10 March, 2024

Welcome to the Enhanced Games

I have always had the feeling that someday, somebody would do that. And it's here now. Well, to tell the truth, it will be here when the first Games will take place, something that is still not quite guaranteed. But let us start at the beginning.  

From the Enhanced.org website


There you have it: the proposal is for sports events where there will be no mandatory drug testing. Aron D'Souza, who is heading the Enhanced Games organisation is an australian businessman. He had the idea for the Enhanced Games in 2022. In his own words

Athletes are adults and they have a right to do with their body what they wish: my body, my choice. And no government, no paternalistic sports federation, should be making those decisions for athletes.

And he segued,

If we cut out all the waste, the layers of bureaucracy, the needless building of infrastructure, this event can be delivered for virtually nothing, and we can use all the surplus profits to pay the athletes.

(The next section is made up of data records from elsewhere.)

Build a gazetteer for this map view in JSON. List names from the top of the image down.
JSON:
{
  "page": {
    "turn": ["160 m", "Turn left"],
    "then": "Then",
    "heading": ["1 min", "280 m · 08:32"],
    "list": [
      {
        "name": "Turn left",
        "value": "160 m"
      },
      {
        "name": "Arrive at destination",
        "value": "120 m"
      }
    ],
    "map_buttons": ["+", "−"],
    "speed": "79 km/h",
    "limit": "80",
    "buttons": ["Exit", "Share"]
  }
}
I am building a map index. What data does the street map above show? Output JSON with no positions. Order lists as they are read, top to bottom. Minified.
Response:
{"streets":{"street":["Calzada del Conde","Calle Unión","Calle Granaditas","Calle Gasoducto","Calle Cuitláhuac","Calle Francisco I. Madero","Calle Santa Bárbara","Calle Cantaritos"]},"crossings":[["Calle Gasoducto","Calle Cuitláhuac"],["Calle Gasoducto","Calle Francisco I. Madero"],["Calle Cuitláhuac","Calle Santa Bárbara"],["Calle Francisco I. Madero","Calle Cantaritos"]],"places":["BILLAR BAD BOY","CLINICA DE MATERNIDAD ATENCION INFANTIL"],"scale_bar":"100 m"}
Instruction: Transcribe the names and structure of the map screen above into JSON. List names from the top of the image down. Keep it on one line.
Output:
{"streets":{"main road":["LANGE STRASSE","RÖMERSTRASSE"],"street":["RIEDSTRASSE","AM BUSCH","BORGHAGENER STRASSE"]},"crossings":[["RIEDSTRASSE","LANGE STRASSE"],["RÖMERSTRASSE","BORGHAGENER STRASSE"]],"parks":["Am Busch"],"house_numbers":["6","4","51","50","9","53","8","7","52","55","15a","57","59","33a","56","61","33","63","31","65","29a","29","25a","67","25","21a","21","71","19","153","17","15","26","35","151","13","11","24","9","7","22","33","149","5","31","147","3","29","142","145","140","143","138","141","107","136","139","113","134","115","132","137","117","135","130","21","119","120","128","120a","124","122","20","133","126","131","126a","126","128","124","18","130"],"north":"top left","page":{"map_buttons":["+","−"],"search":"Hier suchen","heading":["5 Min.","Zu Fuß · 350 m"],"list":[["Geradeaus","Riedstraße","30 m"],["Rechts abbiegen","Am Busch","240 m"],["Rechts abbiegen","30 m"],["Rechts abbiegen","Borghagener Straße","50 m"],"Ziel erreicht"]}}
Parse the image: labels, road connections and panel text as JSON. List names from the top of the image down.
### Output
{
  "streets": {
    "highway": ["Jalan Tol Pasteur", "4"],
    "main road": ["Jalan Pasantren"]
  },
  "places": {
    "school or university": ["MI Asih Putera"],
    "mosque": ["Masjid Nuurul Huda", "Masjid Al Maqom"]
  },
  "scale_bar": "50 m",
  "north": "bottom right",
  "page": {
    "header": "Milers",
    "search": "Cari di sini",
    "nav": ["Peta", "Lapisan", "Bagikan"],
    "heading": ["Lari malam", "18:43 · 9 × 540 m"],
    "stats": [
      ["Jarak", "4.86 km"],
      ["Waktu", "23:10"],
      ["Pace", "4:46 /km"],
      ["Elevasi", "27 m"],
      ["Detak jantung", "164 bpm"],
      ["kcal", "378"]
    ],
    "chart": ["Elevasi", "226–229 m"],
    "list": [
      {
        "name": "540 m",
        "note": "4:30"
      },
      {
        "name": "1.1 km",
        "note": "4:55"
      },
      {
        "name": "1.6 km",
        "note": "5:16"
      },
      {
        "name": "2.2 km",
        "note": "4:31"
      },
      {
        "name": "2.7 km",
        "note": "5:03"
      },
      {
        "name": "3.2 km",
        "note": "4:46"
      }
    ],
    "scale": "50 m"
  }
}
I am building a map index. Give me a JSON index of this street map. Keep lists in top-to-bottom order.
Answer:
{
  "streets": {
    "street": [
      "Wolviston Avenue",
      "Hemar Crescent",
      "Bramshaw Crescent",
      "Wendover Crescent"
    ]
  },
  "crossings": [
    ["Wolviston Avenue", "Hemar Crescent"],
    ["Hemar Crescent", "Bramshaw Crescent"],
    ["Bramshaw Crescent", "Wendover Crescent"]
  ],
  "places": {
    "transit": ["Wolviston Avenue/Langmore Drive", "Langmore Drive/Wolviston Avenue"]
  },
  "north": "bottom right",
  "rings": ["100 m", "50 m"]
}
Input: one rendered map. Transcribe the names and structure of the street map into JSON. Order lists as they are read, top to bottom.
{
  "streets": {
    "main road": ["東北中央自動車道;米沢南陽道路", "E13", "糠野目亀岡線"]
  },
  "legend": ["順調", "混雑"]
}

The prize money for exceptional performances can be as high as 1 million dollars. Australian swimmer J. Magnussen (olympic medalist in 2012 and 2016 and two-time 100 m freestyle world champion) vowed to come out of retirement and "push himself to the limit" in an attempt to break the 50 m freestyle world record and pocket the million. But he remarked that "this is not for everyone, and it is certainly not something for young athletes".

According to D'Souza, the IOC is corrupt and greedy, the WADA is an anti-science police force for the IOC, the Olympic system doesn't pay athletes enough and the Olympics include too many sports that don't really matter.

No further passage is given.